How to make your New Year's resolutions last
Our five top tips to turn your New Year's resolutions into long-term healthy changes.
Whether it is a new workout routine, eating more healthily, or crossing a few things off your bucket list, January has long been the time that many of us make resolutions for the year ahead. But how long do they last?
While motivation levels may be high at the beginning of the year, many of us find motivation dwindles as the weeks pass. Most of us scrap our New Year's goals by the end of February. So what is going on? And can you ever make a New Year's resolution stick?
Here at Medichecks, we thought it would be the perfect time to share our top tips for making resolutions a long-term change because the healthiest changes that you can make are the ones that are sustainable for the long term.
Following our five top tips for healthier New Year's resolutions will help you to keep motivated and make your 2024 resolutions a long-term success!
- Visualise your goals
- Talk to friends and family
- Allow for time off
- Create a successful environment
- Track and monitor your progress
How to make your New Year's resolutions stick
1. Visualise your goals
Writing down your goals helps to visualise them. Do this in whatever way works best for you - it might be that you prefer to make a list somewhere that you can see daily or create a mood board of photos to keep you on track.
Capture your inspirations and what you want to achieve. You can then plan what you need to do to do. For instance, your goal might be to take part in a triathlon. You will need to think about when you'll train, where you'll compete, what equipment you'll need etc. Try to break it down as much as possible into manageable chunks and create the least amount of friction possible to achieve your goal (i.e., make it as easy as possible).
Think about what you need to do to achieve your goal, when you'll do this (I'll start swimming on a Sunday morning), where you'll go, how you're going to do it (I can get a membership), and who you need to be able to achieve it (for example, someone to go with or someone to look after the children whilst you go).
Without a step-by-step plan, goals can be overwhelming.
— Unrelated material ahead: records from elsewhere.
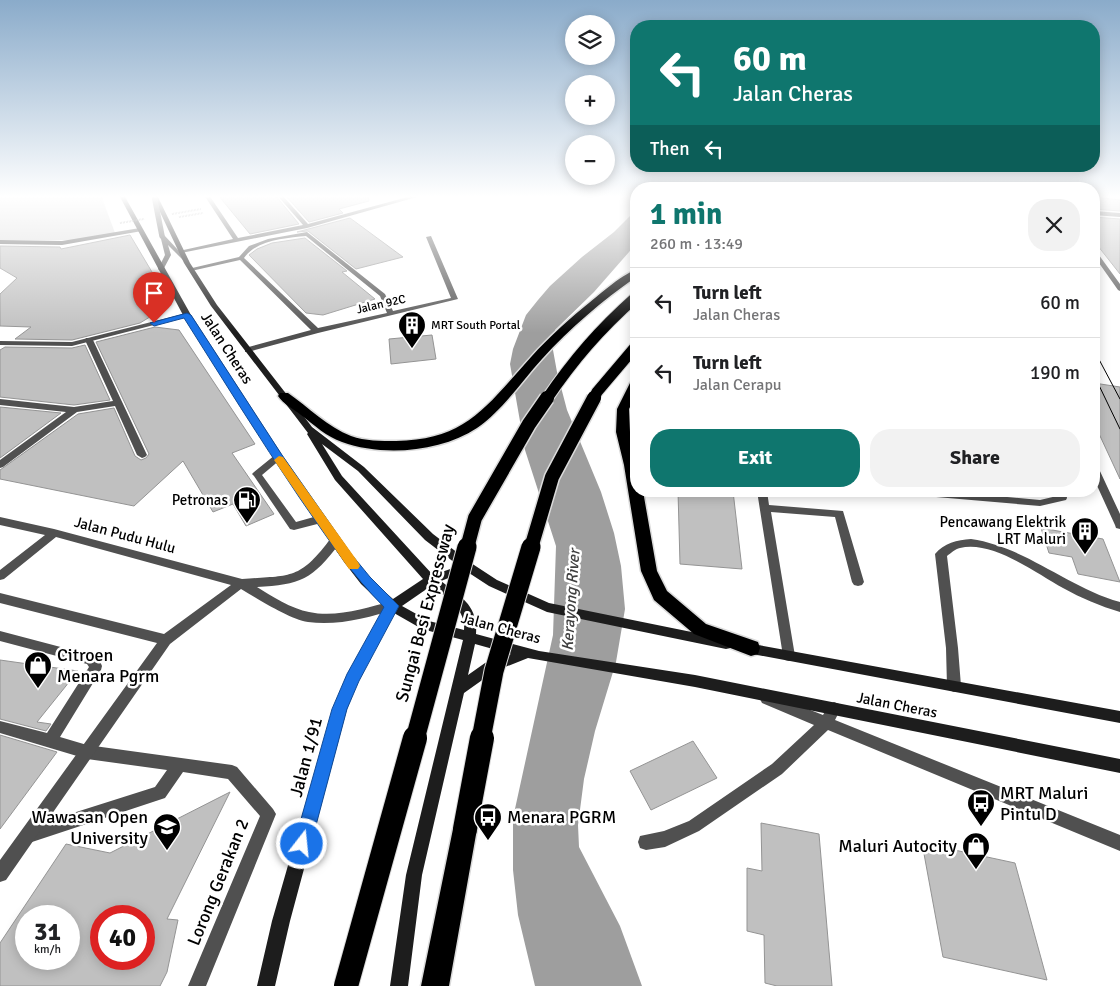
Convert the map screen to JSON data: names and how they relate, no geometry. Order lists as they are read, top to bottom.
{
  "streets": {
    "highway": ["Sungai Besi Expressway"],
    "main road": ["Jalan Cheras", "Jalan 1/91"],
    "street": ["Jalan 92C", "Jalan Pudu Hulu", "Lorong Gerakan 2"]
  },
  "crossings": [
    ["Jalan 92C", "Jalan Cheras"],
    ["Jalan Cheras", "Jalan Pudu Hulu"],
    ["Jalan Cheras", "Jalan 1/91"],
    ["Jalan Pudu Hulu", "Jalan 1/91"]
  ],
  "water": ["Kerayong River"],
  "places": {
    "building": ["MRT South Portal", "Pencawang Elektrik LRT Maluri"],
    "fuel station": ["Petronas"],
    "shop": ["Citroen Menara Pgrm", "Maluri Autocity"],
    "bus stop": ["MRT Maluri Pintu D", "Menara PGRM"],
    "school or university": ["Wawasan Open University"]
  },
  "page": {
    "map_buttons": ["+", "−"],
    "turn": ["60 m", "Jalan Cheras"],
    "then": "Then",
    "heading": ["1 min", "260 m · 13:49"],
    "list": [
      {
        "name": "Turn left",
        "note": "Jalan Cheras",
        "value": "60 m"
      },
      {
        "name": "Turn left",
        "note": "Jalan Cerapu",
        "value": "190 m"
      }
    ],
    "buttons": ["Exit", "Share"],
    "speed": "31 km/h",
    "limit": "40"
  }
}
As you accomplish achievements, tick them off or mark them with a small celebration to help you stay on track, focused, and positive.
2. Talk to friends and family
Family and friends can help keep you on track and help you stick to your resolutions. Although sharing your goals with people around you can be somewhat daunting, vocalising your plans increases your odds of success.
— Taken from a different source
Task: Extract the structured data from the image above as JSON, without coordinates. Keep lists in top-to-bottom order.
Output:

Letting people know your resolutions may inspire others. You may bag yourself a gym buddy or a friend who wishes to follow in your footsteps. Have you also noticed that it's easier to break a promise to yourself but much harder to break a promise to a friend?
Being open about your goals will also help in your planning stage. Your partner will then be able to understand why you need time every week to train and you can talk through anything else that needs to change to keep you on track. This will also allow you to listen and see if they've been thinking about any resolutions that they'd like to take up too.
3. Allow for time off
Understand right at the beginning that you're going to have a break. Whether it's planned or not, there will be times when you won't want to train or eat well.
You will miss a workout or eat more sweet treats than you planned, but this doesn’t mean you’ve completely failed and should give up. Allowing for time off helps you to think about realistic goals. The most valuable goals are the ones that you can keep up. It isn't realistic to work out every day of the week for the long term, so don't set yourself up to fail. It's about little, manageable habits and changes that will stick.
Allow for time off. Set realistic targets. And if something doesn't go to plan, reevaluate it and learn from it, but don't give up. It may be that you need to tweak your plan. For example, you may have thought you'd be able to work after work on a Thursday but you're finding that you're too tired, so you change it to a Monday when you have more energy. But don't chuck the whole plan out of the window.
4. Create a successful environment
Good habits are easier to build if they fit into your life. Create an environment where sticking to your goals is as easy as possible.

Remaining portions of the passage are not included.